Sshovel has the following key features:

  • Bootstraps itself on a remote system, installing Node.js and itself as needed
  • Cross platform (macOS/Linux) by leveraging NodeJS's inherent cross platform capabilities
  • Comes with a wide range of built-in asserters
  • Able to set script wide variables and safely use Javascript for calculated values
  • Uses an easy-to-read JSON5 script format, allowing multi-line strings and comments

Design

Not surprisingly, Sshovel borrows from the design of Ansible. It uses SSH to avoid having remote agents. Ansible's plays are similar to Sshoveles asserters.

The design goals of Sshovel are:

  • Be written in and use Javascript and Node.js for platform independence
  • Bootstrap the remote system with Node.js and Sshovel if not present
  • Leverage SSH as the remote transport and for agentless scripting
  • Use JSON instead of YAML as the script format
  • Use plain old Javascript as the string template language
  • Be fast and very low footprint
  • Use idempotency to avoid unnecessary changes to systems
  • Have an easy to parse output format
  • Be easily extensible

Local and Remote Hosts

Scripts

Sshovel scripts can have either a .json5 extension, or if you want to be able to identify the scripts from the command line, a .shvl extension is recommended. Sshovel scripts are made up of:

  1. settings
  2. vars
  3. includes
  4. assertions

Scripts are a sequence of assertions executed sequentially. The order of the assertions is important. Later assertions can expect the assertions higher up in the script to have either be true or to have been rectified to be true. Note that it is fine to write a script where all the assertions are not expected to be true each time the script is run. For example, you might write a script to stop a service so you can set some configuration files, then start the service again. The stop/start assertions will always be triggered. The important thing is that assertions ensure that the script doesn't make changes it doesn't have too. This is really helpful when restarting a script after an unexpected failure, for example.

settings

Settings are just metadata for the script. The following metadata is supported:

  • description used to display a script description

includes

The includes section is evaluated second. Any included script is run before the vars and assertions. Include paths are relative to the current script. A script cannot be included more than once. If you want to do this use a sementic link in the file system so that each include has a unique path.

vars

assertions

Assertions are a collections of assertions about a host state.
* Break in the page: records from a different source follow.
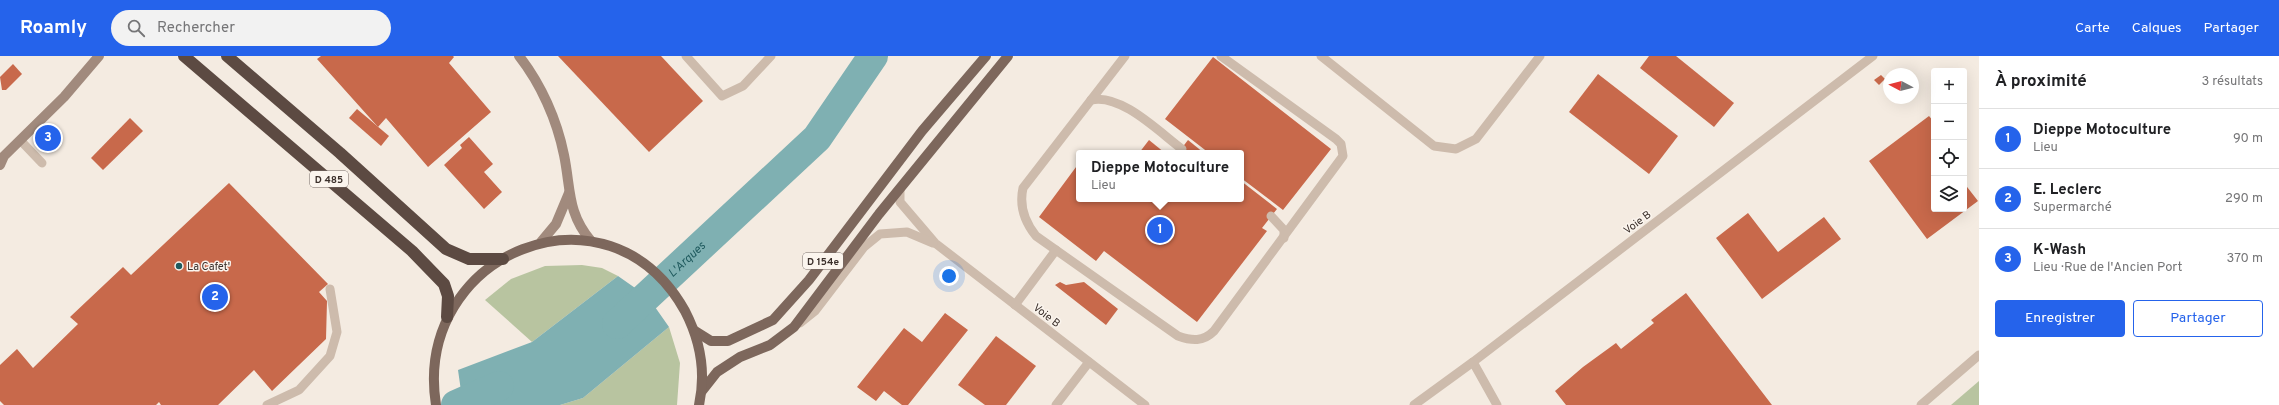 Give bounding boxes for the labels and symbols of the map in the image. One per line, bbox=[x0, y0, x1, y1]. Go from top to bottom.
north arrow bbox=[1883, 68, 1919, 104]
pin: 3 bbox=[35, 123, 61, 153]
road number: D 485 bbox=[310, 171, 348, 187]
street label: Voie B bbox=[1621, 208, 1654, 238]
pin: 1 bbox=[1147, 215, 1173, 245]
water label: L'Arques bbox=[665, 238, 710, 281]
road number: D 154e bbox=[803, 253, 843, 269]
place label: La Cafet' bbox=[187, 260, 230, 274]
marker: La Cafet' bbox=[174, 261, 184, 271]
your location bbox=[939, 266, 959, 286]
pin: 2 bbox=[202, 282, 228, 312]
street label: Voie B bbox=[1030, 301, 1063, 331]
Assertions are run one at a time, from the top of the script to bottom. Each assertion makes a statement about some particular type of the host machine state. If that state is not true, then the asserter tries to rectify the situation and make that assertion true. There are asserters for files, directories, users, groups, file downsloads, file contents, and so on.
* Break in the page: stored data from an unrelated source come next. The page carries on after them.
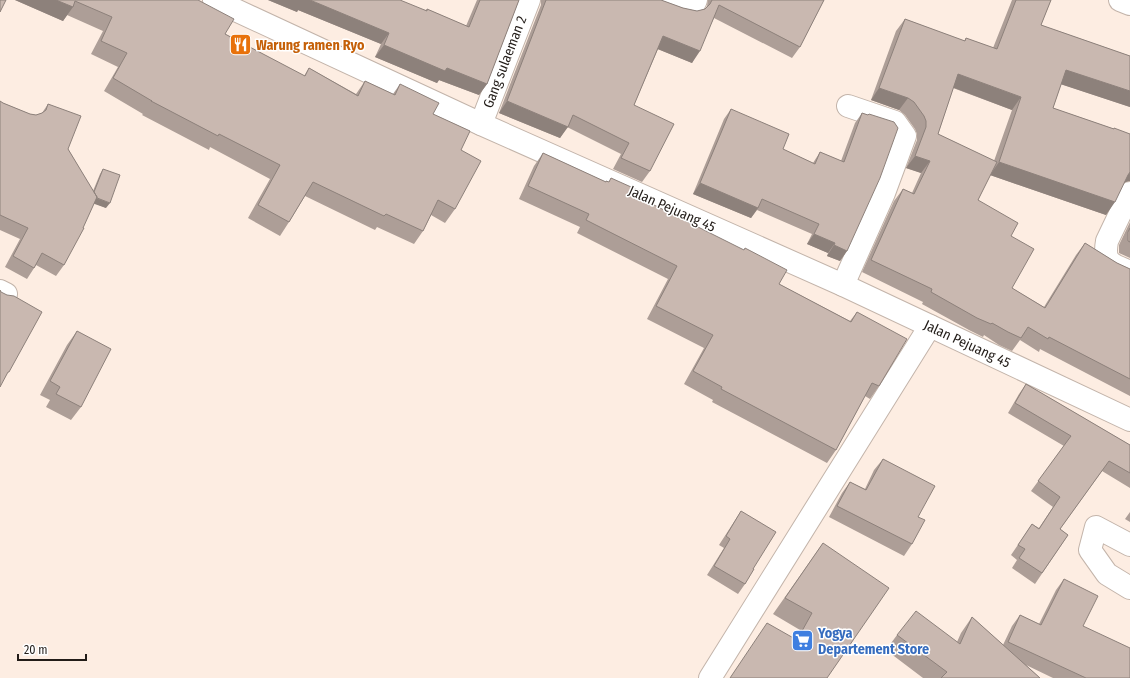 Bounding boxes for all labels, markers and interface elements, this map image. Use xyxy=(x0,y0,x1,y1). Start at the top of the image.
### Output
street label: Gang sulaeman 2 xyxy=(480,14,530,110)
restaurant icon: Warung ramen Ryo xyxy=(227,32,253,58)
place label: Warung ramen Ryo xyxy=(256,37,365,54)
street label: Jalan Pejuang 45 xyxy=(626,182,718,236)
street label: Jalan Pejuang 45 xyxy=(921,317,1013,371)
place label: Yogya Departement Store xyxy=(817,625,929,658)
supermarket icon: Yogya Departement Store xyxy=(790,628,816,654)
scale bar xyxy=(18,636,86,662)
text: 20 m xyxy=(24,643,48,657)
See the full list of built-in asserters in the documentation directory.

SSH

Sshovel uses SSH to run scripts on remote hosts. When run against one or more hosts, Sshovel uses SSH to run scripts on those hostes. When run without a remote host, Sshovel just runs the script directly on your local system.

Advanced

JSON5 Nodes

Sshovel uses an enhanced fork of the JSON5 library that returns Node objects instead of simple Javascript values for each value, array or object in the JSON5. A node object has type and value fields, plus line and column fields showing where in the JSON5 file the node comes from. This allows error messages that contain location information to help the Sshovel user to find and fix errors in their script.

Writing an Asserter

The asserter must be a Javascript class. The constructor will be called with a container object, which at a minimum contains:

Each script assertions runs with a new instance of the specified asserter. assert will always be called. rectify will only be called if the assertion condition has not been met.

{
  // Expand a string by treating it as a Javascript template and running it in a VM
  interpolator: (string) => {...},
  // The assertion node in the JSON5
  assertNode: {...},
}

The constructor should:

  1. Save desired container object references to this.
  2. Grab any global modules that are needed by the asserter if they are not passed in in the container. In this way mock modules can be injected for testing. See existing asserters for examples of making asserters testable.
  3. Do any required setup for the asserter (not common)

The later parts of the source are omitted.